Hanno chiesto che venisse dichiarata nulla la clausola dell’accordo sindacale perchè, ai sensi della normativa applicabile, deve essere retribuito ogni momento in cui il lavoratore è a disposizione del datore di lavoro nello svolgimento delle sue mansioni, incluso il tempo dello spostamento necessario. Hanno chiesto inoltre, eventualmente anche tramite una consulenza tecnica d’uffico di natura contabile, che fosse riconosciuto in loro favore il diritto ad essere retribuiti per 30 minuti al giorno in più rispetto a quanto già percerpito, con condanna del datore di lavoro al pagamento del relativo importo.
La vicenda, che pure vedeva le richieste dei ricorrenti parzialmente accolte sia in primo grado che in appello, giungeva però innanzi alla Suprema Corte perchè, sia il Tribunale che la Corte d’Appello accoglievano sì le domande volte a riconoscere la parziale nullità dell’accordo impugnato, ed il diritto ad una retribuzione del tempo necessario a raggiungere il primo cliente e quello per far ritorno in azienda, ma rigettavano poi la richiesta di condanna del datore di lavoro al pagamento dei relativi importi, per l’asserita mancanza di allegazione e di prove in relazione al tempo effettivamente rivendicato dai lavoratori.
La Cassazione, con una sentenza che, a parere di chi scrive, è destinata a fare da battistrada sull’argomento, completa il ragionamento già iniziato dalle Corti territoriali, esprimendosi come segue.
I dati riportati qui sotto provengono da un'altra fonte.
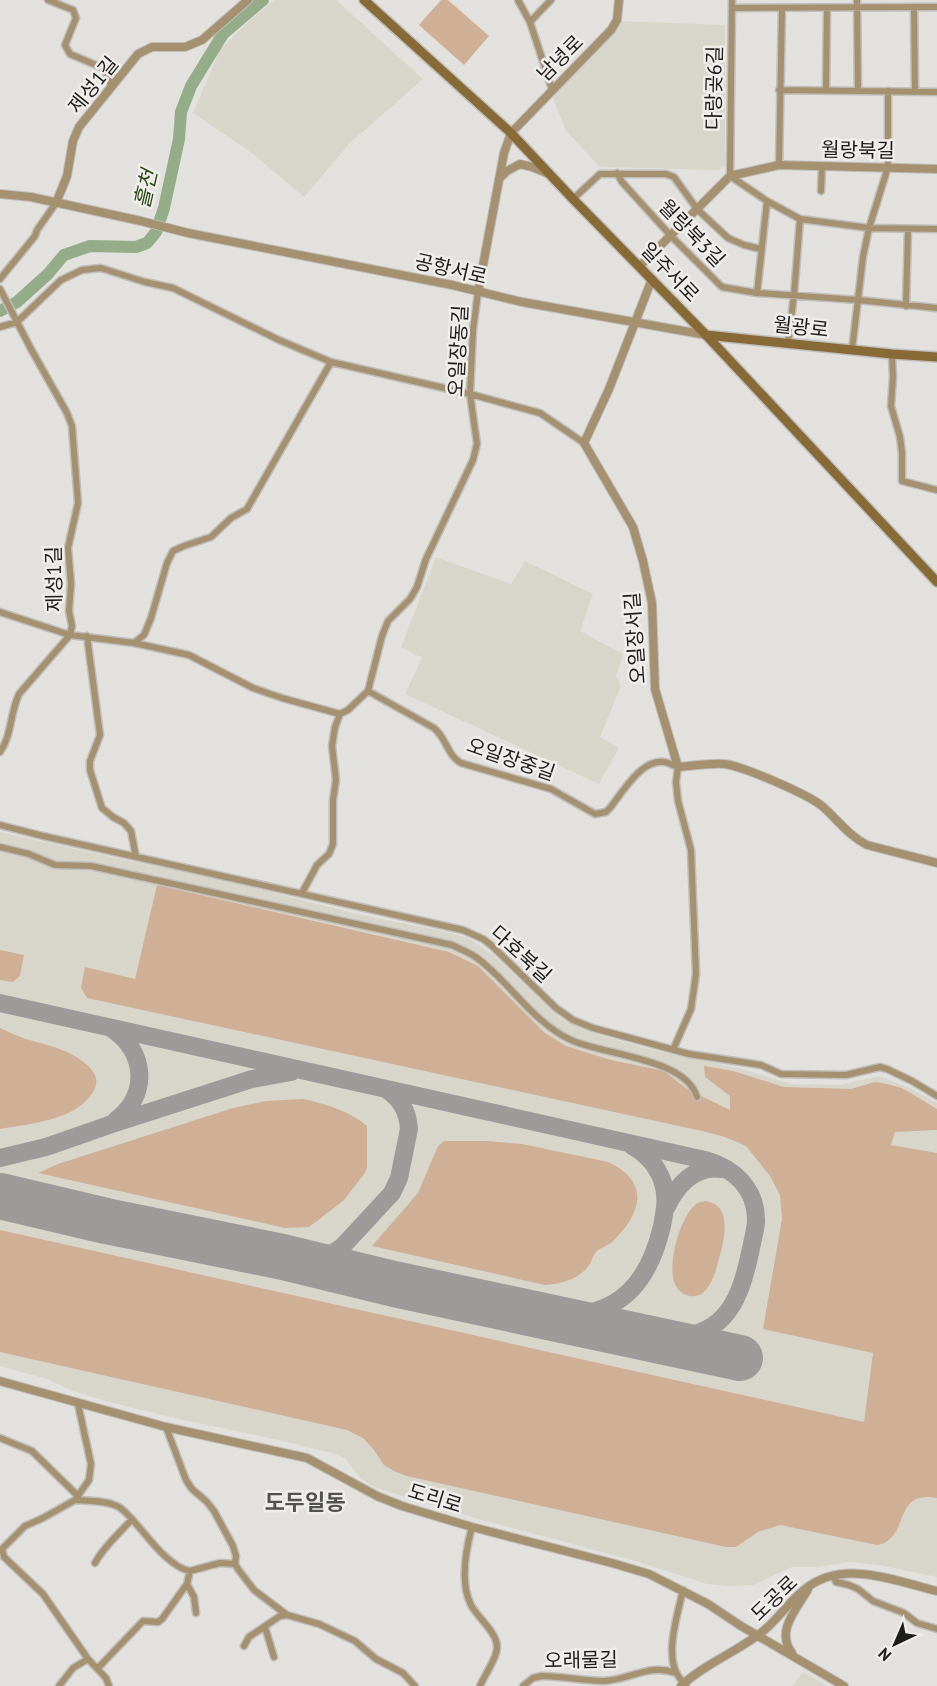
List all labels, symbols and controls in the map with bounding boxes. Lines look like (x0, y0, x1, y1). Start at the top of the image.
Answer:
street label: 남녕로 (531, 29, 589, 87)
street label: 다랑곶6길 (700, 46, 728, 130)
street label: 제성1길 (62, 51, 124, 119)
street label: 월랑북길 (821, 136, 895, 164)
water label: 흘천 (128, 164, 164, 211)
street label: 월랑북3길 (653, 194, 731, 272)
street label: 일주서로 (635, 236, 705, 308)
street label: 공항서로 (412, 248, 490, 290)
street label: 오일장동길 (443, 304, 473, 398)
street label: 월광로 (772, 311, 830, 343)
street label: 제성1길 (40, 546, 68, 612)
street label: 오일장서길 (619, 591, 651, 685)
street label: 오일장중길 (463, 732, 559, 786)
street label: 다호북길 (485, 920, 557, 988)
street label: 도리로 (405, 1477, 465, 1519)
district label: 도두일동 (265, 1488, 345, 1516)
street label: 도공로 (745, 1569, 803, 1627)
north arrow (865, 1614, 925, 1674)
text: N (874, 1644, 895, 1666)
street label: 오래물길 (544, 1646, 618, 1674)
Se la clausola impugnata dai ricorrenti è nulla, e da ciò logicamente e giuridicamente consegue che il tempo impiegato dai lavoratori per raggiungere il domicilio del primo cliente, insieme a quello speso per far ritorno in azienda dalla sede del’ultimo cliente sono da retribuire – in ossequio al principio della corrispettività delle prestazioni in materia giuslavoristica (alla quantità e qualità del lavoro corrisponde sempre una retribuzione proporzionata e sufficiente) – a maggior ragione, seguendo il ragionamento della Corte, il Tribunale di prime cure avrebbe dovuto accertare (anche disponendo una consulenza tecnica d’ufficio, ovvero una perizia giurata redatta da un esperto nominato dal giudice) il quantum spettante ai lavoratori, anche avvalendosi del sistema di geolocalizzazione del veicolo aziendale.
Di conseguenza la Cassazione ha accolto totalmente le richieste dei ricorrenti, rinviando alla Corte d’Appello per la quantificazione del dovuto ai lavoratori.
Si tratta di un importante riconoscimento dei diritti dei lavoratori (troppo spesso non pienamente riconosciuti nel nostro Paese), che la Cassazione ha ritenuto meritevoli di accoglimento e di esatta e puntuale valutazione.